Out of the listing below, copy every line that carries the string "bottom".

Given data: Begin

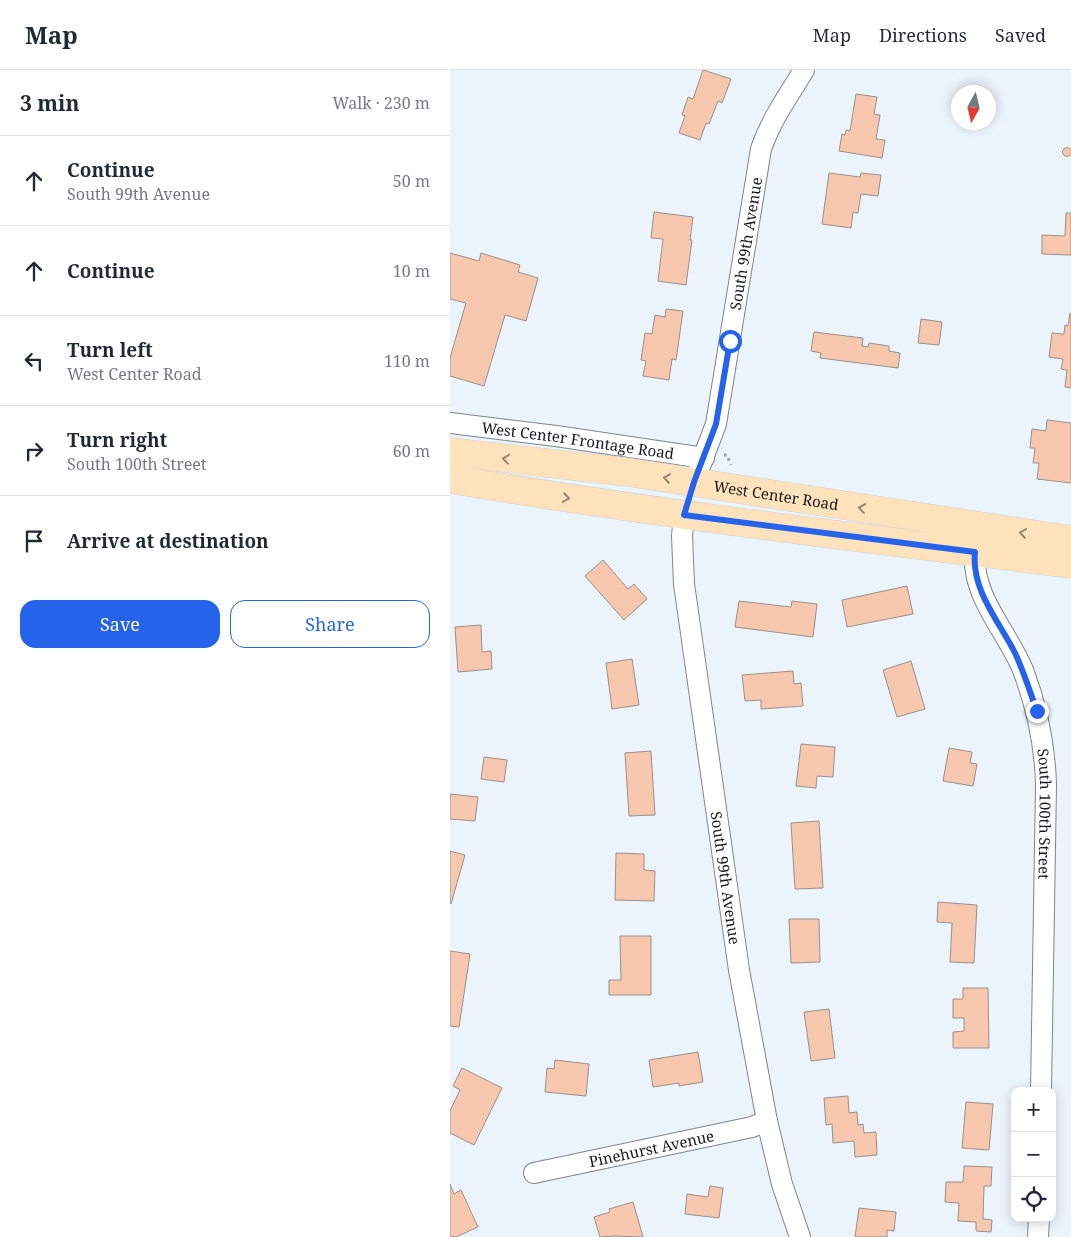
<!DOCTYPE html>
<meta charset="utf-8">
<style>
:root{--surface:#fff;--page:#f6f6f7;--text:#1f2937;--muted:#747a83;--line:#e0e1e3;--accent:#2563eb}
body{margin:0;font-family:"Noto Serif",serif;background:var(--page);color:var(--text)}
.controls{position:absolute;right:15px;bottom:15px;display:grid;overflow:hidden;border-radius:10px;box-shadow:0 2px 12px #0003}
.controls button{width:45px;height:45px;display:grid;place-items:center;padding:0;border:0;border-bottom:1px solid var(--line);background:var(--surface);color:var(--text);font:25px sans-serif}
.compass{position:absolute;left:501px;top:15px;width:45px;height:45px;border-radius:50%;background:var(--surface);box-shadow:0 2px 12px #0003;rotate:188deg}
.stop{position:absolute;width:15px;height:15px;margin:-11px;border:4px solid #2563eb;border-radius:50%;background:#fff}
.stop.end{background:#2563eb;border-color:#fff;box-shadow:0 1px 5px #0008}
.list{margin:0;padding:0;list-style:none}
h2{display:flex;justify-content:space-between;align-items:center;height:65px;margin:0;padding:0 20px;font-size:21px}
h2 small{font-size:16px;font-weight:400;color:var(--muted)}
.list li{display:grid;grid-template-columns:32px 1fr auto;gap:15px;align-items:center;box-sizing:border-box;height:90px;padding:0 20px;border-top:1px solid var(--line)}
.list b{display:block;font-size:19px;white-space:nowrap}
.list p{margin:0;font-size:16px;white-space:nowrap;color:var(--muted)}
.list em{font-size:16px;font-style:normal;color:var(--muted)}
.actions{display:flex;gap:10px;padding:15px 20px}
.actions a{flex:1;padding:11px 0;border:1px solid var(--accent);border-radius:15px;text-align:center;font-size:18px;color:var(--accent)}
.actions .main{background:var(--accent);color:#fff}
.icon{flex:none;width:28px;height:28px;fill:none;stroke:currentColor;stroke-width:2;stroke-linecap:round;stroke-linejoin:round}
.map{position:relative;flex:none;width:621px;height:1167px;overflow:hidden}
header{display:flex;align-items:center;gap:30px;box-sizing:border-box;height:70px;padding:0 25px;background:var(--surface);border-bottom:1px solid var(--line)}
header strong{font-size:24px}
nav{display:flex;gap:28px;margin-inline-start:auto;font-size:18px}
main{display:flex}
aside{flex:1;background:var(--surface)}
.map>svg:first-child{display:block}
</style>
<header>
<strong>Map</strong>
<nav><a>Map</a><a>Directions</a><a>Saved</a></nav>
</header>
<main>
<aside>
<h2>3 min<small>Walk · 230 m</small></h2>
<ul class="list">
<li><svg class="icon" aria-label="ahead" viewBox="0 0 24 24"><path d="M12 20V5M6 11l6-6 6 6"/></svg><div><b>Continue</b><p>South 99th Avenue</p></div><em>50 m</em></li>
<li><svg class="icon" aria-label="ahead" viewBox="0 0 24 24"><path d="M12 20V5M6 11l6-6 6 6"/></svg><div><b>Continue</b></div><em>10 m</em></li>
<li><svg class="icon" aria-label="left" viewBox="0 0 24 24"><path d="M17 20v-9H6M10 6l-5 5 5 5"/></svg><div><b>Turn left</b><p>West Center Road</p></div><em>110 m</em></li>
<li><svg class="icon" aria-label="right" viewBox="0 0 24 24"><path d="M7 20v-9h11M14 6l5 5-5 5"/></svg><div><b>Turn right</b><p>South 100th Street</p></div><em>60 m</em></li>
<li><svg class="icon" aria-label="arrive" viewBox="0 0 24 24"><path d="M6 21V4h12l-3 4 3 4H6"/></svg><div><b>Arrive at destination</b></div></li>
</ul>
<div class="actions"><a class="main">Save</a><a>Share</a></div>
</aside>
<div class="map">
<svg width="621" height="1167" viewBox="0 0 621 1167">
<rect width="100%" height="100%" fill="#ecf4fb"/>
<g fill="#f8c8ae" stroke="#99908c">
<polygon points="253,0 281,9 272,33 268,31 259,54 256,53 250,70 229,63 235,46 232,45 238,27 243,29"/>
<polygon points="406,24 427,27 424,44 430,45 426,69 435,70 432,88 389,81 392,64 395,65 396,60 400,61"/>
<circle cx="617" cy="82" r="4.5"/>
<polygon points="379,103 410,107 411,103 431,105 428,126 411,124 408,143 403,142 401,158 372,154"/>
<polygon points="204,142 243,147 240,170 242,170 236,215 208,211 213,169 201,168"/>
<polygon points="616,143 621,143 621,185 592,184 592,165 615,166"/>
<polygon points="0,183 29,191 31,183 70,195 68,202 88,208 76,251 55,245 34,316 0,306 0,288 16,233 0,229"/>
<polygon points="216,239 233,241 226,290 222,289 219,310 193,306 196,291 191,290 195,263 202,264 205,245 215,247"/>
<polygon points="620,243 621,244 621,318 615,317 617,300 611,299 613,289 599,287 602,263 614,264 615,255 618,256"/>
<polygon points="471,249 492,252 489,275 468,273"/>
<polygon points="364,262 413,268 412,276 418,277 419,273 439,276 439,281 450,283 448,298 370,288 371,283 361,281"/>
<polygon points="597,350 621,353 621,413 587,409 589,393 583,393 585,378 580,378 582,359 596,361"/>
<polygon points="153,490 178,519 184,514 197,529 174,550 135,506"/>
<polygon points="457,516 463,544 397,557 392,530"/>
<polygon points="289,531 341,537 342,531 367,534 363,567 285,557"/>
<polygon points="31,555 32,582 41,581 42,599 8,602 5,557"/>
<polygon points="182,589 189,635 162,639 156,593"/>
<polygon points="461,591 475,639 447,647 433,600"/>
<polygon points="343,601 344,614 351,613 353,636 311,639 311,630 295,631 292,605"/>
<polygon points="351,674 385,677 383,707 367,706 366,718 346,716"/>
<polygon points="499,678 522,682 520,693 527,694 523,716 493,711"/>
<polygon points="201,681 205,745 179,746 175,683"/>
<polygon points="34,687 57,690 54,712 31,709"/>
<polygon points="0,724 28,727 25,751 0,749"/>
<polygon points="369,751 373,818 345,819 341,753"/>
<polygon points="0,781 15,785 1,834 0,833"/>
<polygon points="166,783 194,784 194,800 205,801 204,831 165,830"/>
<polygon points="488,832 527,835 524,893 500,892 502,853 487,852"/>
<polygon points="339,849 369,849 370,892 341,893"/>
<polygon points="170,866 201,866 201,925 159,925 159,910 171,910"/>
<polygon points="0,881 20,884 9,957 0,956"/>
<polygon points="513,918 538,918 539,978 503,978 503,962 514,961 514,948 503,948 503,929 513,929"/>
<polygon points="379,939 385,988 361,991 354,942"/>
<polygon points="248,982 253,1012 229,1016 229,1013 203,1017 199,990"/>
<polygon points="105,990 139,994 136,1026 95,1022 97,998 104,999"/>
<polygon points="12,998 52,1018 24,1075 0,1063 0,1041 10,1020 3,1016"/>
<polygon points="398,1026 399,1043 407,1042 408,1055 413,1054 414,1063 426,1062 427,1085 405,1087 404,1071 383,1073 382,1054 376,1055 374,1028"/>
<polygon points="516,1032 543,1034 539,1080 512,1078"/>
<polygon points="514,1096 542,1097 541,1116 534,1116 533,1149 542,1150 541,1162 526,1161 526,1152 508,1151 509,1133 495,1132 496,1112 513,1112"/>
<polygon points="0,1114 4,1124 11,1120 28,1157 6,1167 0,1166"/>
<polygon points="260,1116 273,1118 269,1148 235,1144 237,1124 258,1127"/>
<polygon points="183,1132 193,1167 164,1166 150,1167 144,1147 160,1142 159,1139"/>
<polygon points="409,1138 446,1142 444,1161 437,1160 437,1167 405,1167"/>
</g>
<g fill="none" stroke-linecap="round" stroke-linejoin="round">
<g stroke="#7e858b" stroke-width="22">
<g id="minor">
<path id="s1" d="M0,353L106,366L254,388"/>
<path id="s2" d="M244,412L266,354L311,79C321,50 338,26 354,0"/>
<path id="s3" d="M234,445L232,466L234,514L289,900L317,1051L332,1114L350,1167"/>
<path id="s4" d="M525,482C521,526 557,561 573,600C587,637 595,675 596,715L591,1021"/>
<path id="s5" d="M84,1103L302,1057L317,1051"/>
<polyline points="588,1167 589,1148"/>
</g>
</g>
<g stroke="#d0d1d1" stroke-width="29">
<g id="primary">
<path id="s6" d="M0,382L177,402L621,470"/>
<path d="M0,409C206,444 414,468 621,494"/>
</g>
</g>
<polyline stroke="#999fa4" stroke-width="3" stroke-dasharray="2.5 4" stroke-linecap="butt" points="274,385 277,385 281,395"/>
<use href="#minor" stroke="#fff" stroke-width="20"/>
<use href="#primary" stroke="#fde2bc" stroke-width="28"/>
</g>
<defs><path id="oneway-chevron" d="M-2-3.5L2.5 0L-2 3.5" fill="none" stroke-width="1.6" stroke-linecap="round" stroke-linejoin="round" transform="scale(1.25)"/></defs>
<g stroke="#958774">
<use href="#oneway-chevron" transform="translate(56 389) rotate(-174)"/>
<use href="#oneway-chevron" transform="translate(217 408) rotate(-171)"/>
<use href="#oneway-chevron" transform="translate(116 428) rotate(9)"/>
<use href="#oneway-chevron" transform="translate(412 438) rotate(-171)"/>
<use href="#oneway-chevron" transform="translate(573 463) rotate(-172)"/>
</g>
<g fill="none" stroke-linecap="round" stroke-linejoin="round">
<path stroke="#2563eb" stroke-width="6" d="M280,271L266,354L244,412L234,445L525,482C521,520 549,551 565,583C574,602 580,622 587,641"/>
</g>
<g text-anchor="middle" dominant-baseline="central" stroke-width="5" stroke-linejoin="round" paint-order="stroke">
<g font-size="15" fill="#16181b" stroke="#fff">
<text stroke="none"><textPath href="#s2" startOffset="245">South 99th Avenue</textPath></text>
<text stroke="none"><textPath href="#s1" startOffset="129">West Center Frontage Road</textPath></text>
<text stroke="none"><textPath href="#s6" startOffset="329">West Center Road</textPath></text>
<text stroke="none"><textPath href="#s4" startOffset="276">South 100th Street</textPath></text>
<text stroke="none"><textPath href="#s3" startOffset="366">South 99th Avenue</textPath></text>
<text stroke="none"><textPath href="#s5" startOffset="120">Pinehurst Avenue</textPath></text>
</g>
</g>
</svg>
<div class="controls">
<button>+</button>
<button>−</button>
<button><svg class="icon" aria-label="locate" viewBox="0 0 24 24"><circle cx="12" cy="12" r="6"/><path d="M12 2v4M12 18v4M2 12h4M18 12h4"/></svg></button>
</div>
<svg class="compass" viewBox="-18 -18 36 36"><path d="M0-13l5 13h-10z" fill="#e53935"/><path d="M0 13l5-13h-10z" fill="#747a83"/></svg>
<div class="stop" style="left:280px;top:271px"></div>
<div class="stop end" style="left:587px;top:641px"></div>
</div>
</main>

Given data: End

#### Response:
.controls{position:absolute;right:15px;bottom:15px;display:grid;overflow:hidden;border-radius:10px;box-shadow:0 2px 12px #0003}
.controls button{width:45px;height:45px;display:grid;place-items:center;padding:0;border:0;border-bottom:1px solid var(--line);background:var(--surface);color:var(--text);font:25px sans-serif}
header{display:flex;align-items:center;gap:30px;box-sizing:border-box;height:70px;padding:0 25px;background:var(--surface);border-bottom:1px solid var(--line)}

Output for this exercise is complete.